-- Source material follows --
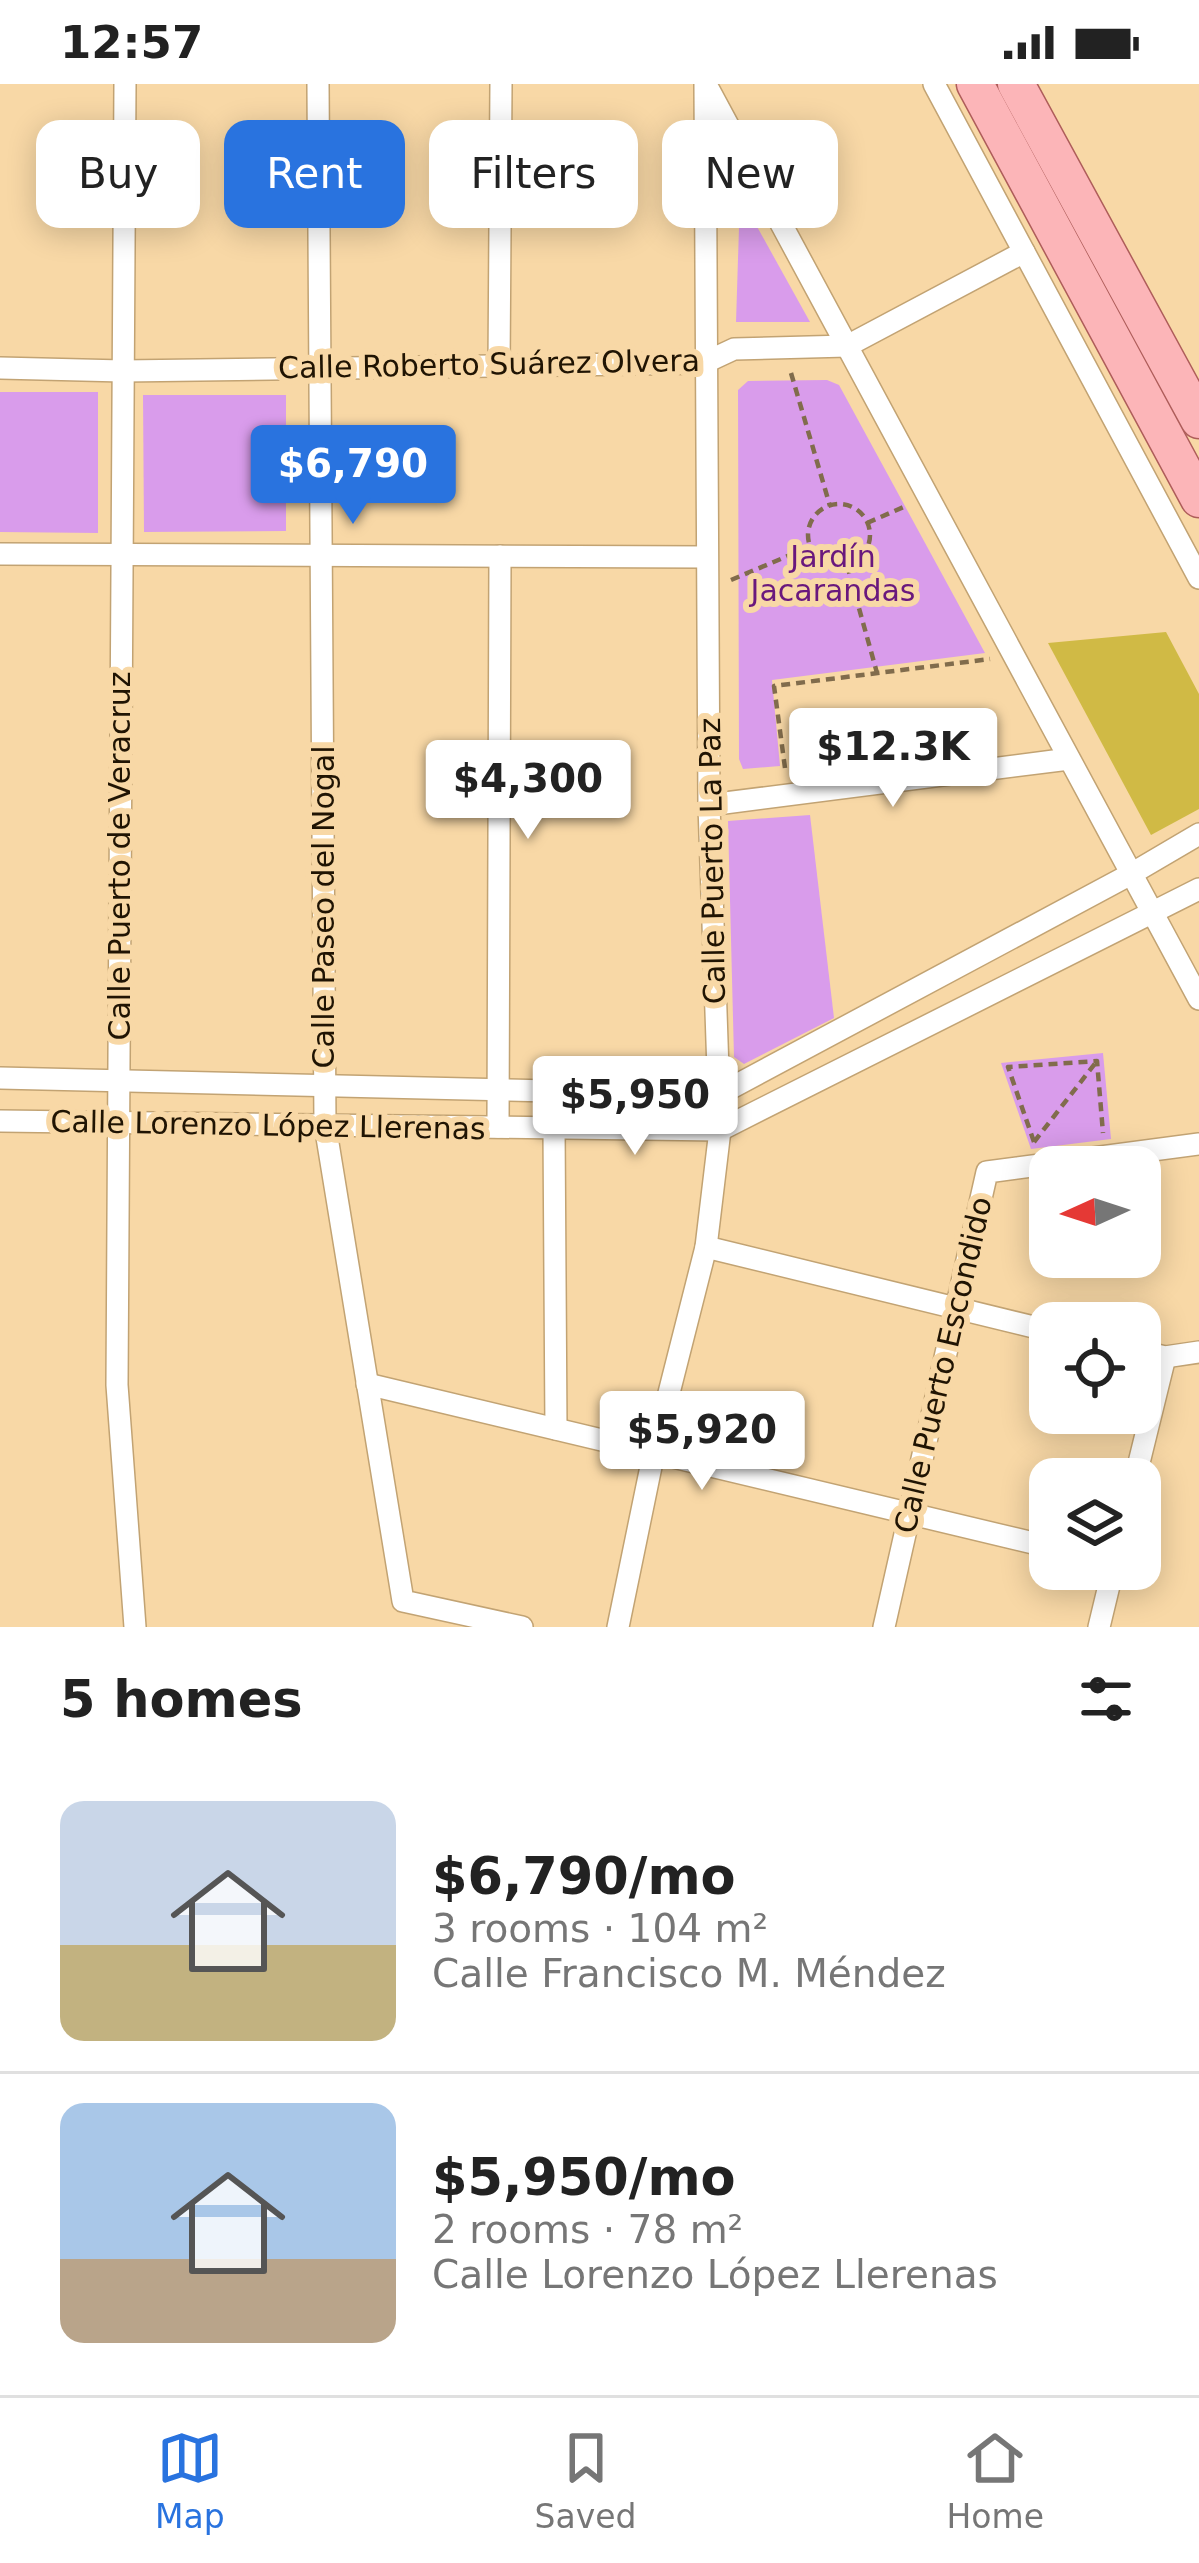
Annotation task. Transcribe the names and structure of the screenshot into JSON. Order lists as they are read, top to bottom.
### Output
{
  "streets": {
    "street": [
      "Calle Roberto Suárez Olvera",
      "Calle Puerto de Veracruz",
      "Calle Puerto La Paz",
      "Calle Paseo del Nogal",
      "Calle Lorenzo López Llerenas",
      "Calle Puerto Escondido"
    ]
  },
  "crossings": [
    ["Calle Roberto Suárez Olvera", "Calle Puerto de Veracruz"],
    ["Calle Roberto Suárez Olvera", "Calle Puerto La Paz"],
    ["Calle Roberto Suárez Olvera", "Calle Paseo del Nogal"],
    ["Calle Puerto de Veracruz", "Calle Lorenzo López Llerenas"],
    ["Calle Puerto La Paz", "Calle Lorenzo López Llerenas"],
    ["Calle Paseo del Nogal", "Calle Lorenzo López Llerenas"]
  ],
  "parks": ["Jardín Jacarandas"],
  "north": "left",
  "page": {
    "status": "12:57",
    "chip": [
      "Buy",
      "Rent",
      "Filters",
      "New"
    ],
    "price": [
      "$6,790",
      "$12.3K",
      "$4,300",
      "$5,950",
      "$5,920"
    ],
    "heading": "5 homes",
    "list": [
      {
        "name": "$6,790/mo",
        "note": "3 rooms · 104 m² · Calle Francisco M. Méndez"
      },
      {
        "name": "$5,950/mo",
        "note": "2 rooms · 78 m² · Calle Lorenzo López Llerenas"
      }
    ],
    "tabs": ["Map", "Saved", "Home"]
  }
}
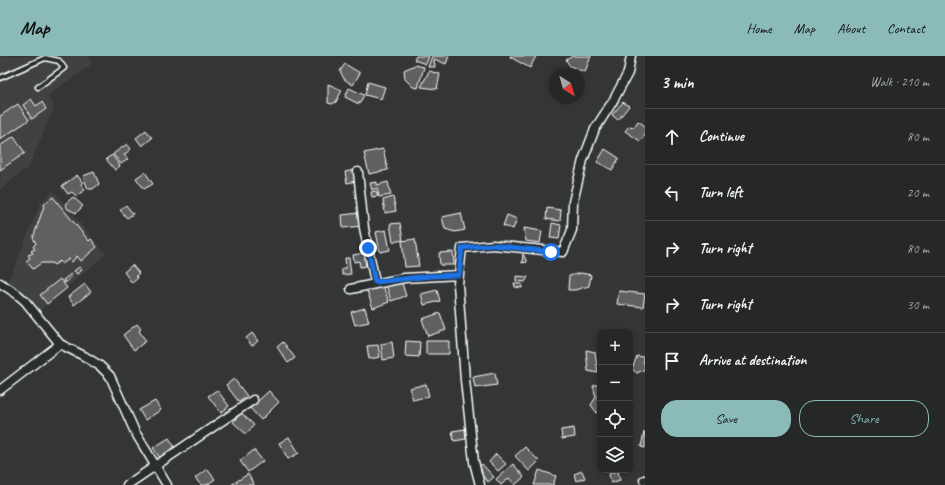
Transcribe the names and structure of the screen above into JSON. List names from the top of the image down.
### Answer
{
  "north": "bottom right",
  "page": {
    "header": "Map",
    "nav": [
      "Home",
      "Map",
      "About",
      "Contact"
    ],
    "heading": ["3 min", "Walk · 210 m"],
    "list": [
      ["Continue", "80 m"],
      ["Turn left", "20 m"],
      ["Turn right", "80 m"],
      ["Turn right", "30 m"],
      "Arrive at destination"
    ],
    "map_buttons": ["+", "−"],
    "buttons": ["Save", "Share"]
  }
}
-- Source material concluded --
[To do] The lines from the one containing "Transcribe the names and structure of the screen above" through the last line of the material above are to be copied exactly, both ends included.

[Task solution]
Transcribe the names and structure of the screen above into JSON. List names from the top of the image down.
### Answer
{
  "north": "bottom right",
  "page": {
    "header": "Map",
    "nav": [
      "Home",
      "Map",
      "About",
      "Contact"
    ],
    "heading": ["3 min", "Walk · 210 m"],
    "list": [
      ["Continue", "80 m"],
      ["Turn left", "20 m"],
      ["Turn right", "80 m"],
      ["Turn right", "30 m"],
      "Arrive at destination"
    ],
    "map_buttons": ["+", "−"],
    "buttons": ["Save", "Share"]
  }
}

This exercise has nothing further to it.